Vaccines play a major preventive role in human health. However, due to vaccine-associated immunological responses, generalized side effects emerge such as body ache and headache. Recently, FDA approved three different vaccines for COVID-19. To our knowledge, here we report the first case of PR3-associated vasculitis involving the brain, lungs, and kidneys, after Pfizer-BioNTech COVID-19 mRNA vaccination. Since the COVID-19 vaccination initiative began in December 2020, few cases of COVID-19 vaccine-associated AAV have been reported. Three cases of MPO-ANCA [6-8] and three cases of PR3-ANCA-associated AAV [5,9,10] post COVID-19 vaccination have been described. Interestingly, most of these cases described only renal limited disease manifestations instead of a systemic clinical picture as appears to be described here.

Although an association between vaccines, infections, and AAV has been previously described as highlighted above, the underlying mechanisms are poorly characterized [11-13]. Studies have suggested that vaccines contain adjuvant molecules that may provoke autoimmune responses. Additionally, vaccine antigens could trigger an autoimmune response via molecular mimicry [14-17]. Arguably, vaccine-associated AAV is more widely studied with the influenza vaccines. These vaccines have been linked to new-onset cases of MPO-ANCA and PR3-ANCA development. In vitro, influenza and rabies vaccines-containing RNA have been shown to trigger PR3-ANCA production [4]. These observations could implicate RNA-based vaccines and AAV.
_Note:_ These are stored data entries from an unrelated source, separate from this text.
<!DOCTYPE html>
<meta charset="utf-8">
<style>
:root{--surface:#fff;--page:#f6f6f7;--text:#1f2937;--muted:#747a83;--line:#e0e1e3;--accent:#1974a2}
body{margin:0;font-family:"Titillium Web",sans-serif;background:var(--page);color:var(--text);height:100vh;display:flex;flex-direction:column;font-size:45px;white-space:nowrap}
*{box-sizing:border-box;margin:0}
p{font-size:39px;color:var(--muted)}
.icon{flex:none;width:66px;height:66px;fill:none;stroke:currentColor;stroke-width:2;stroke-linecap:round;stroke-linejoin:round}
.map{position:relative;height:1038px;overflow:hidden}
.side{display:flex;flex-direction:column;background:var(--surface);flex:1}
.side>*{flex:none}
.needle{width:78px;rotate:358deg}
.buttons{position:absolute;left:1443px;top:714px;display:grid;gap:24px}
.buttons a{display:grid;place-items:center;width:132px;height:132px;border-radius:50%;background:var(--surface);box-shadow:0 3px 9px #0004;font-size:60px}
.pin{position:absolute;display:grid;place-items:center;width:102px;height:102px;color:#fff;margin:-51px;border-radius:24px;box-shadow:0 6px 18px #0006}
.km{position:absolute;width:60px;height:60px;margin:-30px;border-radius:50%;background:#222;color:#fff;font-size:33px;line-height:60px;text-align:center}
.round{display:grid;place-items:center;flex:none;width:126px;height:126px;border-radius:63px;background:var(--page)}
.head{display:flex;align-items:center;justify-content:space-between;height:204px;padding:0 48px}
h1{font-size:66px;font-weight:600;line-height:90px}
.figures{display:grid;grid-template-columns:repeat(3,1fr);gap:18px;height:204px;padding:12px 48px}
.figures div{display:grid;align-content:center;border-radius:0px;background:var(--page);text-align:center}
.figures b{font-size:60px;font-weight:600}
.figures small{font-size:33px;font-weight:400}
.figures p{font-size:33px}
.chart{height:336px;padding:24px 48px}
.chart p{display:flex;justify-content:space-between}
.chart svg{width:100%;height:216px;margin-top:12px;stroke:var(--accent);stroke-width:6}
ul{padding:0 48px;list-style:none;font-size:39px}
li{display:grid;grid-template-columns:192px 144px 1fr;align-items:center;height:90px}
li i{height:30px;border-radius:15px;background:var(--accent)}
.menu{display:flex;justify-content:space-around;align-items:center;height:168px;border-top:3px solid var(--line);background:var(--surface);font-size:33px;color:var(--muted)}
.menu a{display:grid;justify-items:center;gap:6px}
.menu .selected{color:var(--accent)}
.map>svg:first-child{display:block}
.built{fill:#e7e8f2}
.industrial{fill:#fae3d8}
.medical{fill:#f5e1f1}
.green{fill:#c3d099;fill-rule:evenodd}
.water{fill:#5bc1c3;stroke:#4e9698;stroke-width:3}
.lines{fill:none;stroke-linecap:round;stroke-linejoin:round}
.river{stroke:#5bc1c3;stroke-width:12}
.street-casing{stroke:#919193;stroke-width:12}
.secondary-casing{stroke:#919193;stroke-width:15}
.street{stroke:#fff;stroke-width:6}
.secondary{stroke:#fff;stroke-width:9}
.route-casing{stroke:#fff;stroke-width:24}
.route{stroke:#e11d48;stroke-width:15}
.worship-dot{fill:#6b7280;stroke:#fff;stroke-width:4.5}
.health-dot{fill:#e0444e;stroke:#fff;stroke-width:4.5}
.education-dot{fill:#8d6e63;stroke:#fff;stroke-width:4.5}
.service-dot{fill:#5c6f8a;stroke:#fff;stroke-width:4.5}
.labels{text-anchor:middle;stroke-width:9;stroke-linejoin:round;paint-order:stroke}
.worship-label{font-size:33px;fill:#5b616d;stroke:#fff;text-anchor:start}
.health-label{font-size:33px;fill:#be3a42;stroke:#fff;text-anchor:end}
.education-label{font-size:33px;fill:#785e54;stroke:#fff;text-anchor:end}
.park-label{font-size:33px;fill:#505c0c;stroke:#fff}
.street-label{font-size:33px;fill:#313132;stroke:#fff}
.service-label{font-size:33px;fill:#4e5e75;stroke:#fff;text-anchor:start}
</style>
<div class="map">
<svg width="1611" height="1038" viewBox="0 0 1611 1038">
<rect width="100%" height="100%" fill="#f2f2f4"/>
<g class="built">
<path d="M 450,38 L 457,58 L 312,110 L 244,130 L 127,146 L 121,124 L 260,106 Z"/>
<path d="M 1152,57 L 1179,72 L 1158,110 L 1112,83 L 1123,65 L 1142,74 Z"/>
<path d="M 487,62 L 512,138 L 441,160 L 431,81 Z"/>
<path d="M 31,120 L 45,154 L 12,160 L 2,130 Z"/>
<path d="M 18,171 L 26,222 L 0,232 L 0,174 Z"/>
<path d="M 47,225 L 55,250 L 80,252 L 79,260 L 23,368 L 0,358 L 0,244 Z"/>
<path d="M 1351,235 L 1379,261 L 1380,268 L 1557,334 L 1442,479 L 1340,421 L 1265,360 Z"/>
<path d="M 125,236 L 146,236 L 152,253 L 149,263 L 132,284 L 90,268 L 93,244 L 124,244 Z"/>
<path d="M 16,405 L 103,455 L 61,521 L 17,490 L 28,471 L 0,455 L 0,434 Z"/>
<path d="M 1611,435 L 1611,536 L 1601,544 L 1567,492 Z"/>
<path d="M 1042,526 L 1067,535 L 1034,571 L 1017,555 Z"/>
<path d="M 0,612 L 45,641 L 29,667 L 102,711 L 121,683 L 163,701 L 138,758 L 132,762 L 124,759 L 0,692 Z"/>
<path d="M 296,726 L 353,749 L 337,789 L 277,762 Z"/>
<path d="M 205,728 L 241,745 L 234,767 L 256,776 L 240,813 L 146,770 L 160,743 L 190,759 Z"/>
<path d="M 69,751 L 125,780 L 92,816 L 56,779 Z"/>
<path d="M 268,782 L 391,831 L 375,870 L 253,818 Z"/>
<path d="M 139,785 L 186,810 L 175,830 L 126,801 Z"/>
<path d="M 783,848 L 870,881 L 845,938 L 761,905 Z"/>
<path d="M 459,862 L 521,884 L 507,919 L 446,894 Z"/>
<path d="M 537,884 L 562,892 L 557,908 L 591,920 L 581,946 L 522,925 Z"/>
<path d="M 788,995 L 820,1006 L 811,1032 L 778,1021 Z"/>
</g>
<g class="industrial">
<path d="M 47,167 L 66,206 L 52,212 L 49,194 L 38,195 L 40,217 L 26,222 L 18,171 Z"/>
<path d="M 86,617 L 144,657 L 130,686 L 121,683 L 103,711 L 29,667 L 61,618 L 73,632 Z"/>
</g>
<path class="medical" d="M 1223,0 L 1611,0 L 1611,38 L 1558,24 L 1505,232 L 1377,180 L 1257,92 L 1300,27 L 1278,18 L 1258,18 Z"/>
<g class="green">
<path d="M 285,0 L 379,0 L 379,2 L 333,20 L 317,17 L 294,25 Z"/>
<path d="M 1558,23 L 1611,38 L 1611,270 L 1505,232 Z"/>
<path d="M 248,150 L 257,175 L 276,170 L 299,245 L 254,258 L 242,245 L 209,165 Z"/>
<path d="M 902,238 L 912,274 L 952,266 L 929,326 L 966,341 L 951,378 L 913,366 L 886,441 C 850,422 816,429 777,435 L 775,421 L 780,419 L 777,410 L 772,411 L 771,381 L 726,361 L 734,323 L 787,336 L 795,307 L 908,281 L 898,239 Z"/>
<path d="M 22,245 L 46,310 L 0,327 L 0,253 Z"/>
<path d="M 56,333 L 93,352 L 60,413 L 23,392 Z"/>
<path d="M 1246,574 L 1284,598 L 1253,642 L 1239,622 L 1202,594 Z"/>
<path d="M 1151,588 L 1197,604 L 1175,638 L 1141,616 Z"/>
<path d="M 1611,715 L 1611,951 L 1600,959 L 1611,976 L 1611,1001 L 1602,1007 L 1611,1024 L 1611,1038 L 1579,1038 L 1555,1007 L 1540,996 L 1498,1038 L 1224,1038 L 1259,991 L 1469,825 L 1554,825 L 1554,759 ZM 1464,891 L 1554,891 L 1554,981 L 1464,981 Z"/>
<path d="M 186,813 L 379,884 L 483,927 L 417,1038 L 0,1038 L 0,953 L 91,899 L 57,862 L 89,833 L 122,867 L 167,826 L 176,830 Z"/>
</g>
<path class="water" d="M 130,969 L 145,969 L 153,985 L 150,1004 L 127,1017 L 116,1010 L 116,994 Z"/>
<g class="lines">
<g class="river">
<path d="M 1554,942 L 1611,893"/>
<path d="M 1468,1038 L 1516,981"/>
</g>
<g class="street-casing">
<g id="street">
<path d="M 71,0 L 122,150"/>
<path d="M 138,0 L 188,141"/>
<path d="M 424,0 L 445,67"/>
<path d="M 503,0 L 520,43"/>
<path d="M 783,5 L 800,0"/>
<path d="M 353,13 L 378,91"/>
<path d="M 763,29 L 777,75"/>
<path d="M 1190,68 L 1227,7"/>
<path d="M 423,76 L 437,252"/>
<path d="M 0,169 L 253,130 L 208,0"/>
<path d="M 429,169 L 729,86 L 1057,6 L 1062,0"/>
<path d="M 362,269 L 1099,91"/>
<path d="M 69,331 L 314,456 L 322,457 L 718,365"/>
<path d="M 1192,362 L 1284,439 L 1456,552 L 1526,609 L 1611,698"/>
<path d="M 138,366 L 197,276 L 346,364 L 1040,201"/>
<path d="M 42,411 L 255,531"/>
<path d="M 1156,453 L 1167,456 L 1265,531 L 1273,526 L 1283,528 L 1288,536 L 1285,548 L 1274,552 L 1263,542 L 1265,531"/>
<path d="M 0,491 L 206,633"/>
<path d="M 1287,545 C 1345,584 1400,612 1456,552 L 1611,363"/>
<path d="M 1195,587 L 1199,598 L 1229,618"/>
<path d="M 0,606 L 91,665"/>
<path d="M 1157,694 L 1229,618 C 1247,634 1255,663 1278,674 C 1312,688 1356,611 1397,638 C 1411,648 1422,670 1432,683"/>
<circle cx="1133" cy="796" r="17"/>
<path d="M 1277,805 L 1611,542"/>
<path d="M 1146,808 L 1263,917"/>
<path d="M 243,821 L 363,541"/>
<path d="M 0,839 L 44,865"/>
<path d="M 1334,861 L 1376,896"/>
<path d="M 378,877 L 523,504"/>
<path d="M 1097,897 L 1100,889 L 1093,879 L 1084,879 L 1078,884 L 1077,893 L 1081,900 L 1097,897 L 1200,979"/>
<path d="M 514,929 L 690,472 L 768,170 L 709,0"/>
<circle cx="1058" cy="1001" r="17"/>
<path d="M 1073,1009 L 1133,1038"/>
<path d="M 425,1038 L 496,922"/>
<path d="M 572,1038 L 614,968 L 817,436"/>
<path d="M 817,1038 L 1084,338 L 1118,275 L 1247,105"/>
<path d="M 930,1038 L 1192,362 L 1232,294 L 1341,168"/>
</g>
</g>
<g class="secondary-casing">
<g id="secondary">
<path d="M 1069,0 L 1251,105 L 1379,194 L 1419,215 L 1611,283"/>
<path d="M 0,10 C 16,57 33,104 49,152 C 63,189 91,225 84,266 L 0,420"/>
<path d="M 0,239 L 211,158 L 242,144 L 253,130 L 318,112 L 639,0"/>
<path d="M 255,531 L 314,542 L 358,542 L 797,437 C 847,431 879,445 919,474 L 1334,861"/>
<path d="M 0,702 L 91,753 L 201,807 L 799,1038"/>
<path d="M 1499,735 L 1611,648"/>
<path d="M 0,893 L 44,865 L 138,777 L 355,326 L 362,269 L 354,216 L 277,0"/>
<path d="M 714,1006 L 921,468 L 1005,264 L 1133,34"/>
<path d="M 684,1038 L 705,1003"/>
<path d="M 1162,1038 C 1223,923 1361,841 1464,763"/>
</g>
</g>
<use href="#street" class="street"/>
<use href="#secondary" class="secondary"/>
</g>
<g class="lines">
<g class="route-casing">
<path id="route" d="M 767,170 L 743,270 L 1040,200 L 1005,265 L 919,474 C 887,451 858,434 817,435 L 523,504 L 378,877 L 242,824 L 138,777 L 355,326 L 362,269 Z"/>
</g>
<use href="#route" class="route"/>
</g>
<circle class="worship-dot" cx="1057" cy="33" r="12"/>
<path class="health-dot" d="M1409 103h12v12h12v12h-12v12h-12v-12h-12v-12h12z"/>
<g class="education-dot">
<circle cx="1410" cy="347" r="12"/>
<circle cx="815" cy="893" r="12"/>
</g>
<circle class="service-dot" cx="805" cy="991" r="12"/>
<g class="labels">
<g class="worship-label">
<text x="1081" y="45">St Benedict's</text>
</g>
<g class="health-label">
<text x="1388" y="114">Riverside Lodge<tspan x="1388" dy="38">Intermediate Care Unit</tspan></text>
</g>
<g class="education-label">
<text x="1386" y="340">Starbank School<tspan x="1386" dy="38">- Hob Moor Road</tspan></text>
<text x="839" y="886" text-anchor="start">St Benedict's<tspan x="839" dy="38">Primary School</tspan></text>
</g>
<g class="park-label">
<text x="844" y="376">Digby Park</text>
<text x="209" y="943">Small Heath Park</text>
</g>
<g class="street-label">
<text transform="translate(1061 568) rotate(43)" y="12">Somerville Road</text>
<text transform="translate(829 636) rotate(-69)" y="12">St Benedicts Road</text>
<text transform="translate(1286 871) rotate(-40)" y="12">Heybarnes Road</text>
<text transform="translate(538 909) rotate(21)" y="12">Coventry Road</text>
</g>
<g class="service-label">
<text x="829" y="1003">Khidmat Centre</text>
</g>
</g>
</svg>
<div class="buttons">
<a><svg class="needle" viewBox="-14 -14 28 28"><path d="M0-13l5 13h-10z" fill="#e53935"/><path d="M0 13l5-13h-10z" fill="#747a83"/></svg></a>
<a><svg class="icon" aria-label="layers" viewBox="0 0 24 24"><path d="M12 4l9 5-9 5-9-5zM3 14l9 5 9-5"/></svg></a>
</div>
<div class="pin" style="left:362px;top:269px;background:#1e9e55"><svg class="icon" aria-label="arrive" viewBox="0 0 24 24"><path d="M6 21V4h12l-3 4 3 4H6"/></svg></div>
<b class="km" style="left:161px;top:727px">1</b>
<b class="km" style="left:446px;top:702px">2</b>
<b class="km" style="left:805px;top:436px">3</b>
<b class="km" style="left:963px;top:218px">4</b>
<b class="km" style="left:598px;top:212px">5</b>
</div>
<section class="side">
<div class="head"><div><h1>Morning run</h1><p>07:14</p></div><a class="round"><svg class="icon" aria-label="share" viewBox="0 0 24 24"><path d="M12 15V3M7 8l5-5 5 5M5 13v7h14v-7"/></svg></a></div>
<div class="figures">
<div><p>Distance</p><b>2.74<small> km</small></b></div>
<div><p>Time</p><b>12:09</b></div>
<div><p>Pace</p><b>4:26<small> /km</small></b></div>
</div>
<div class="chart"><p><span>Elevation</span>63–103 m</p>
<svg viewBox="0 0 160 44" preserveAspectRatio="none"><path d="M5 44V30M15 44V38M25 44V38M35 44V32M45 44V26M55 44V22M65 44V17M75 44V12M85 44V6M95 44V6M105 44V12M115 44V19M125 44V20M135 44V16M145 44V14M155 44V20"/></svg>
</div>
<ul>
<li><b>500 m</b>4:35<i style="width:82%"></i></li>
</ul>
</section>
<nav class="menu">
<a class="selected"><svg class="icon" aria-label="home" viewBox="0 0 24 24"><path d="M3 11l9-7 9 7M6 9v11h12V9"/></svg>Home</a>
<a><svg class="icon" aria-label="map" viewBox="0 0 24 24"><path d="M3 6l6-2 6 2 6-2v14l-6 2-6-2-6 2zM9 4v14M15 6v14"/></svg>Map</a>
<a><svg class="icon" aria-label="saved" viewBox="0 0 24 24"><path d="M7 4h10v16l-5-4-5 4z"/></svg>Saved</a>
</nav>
It should be noted that this study describes a temporal relationship between the COVID-19 vaccine and AAV. Furthermore, RNA-driven immune responses are poorly characterized. While immune responses elicited by the vaccines might trigger autoimmune processes in certain predisposed individuals, it is important to notice that our patient may have undiagnosed AAV that coincidentally manifested after the COVID-19 vaccination. For example, a prior study showed an association between Hashimoto’s disease and AAV [18], which may have likely placed our patient at risk of AAV after the COVID-19 vaccination. Finally, it is important to emphasize that COVID-19 vaccines are a powerful tool to fight the pandemic and such cases should not affect the decision to be vaccinated.

Conclusions

In conclusion, our study here highlights a case of AAV after the COVID-19 vaccine. Given that our patient had a prior autoimmune disease history consistent with Hashimoto’s disease, it is likely that the relationship between COVID-19 vaccination and AAV is temporal in nature. While other cases have described a possible association between COVID-19 vaccination and AAV, there is not enough evidence to indicate COVID-19 vaccines in AAV pathogenesis.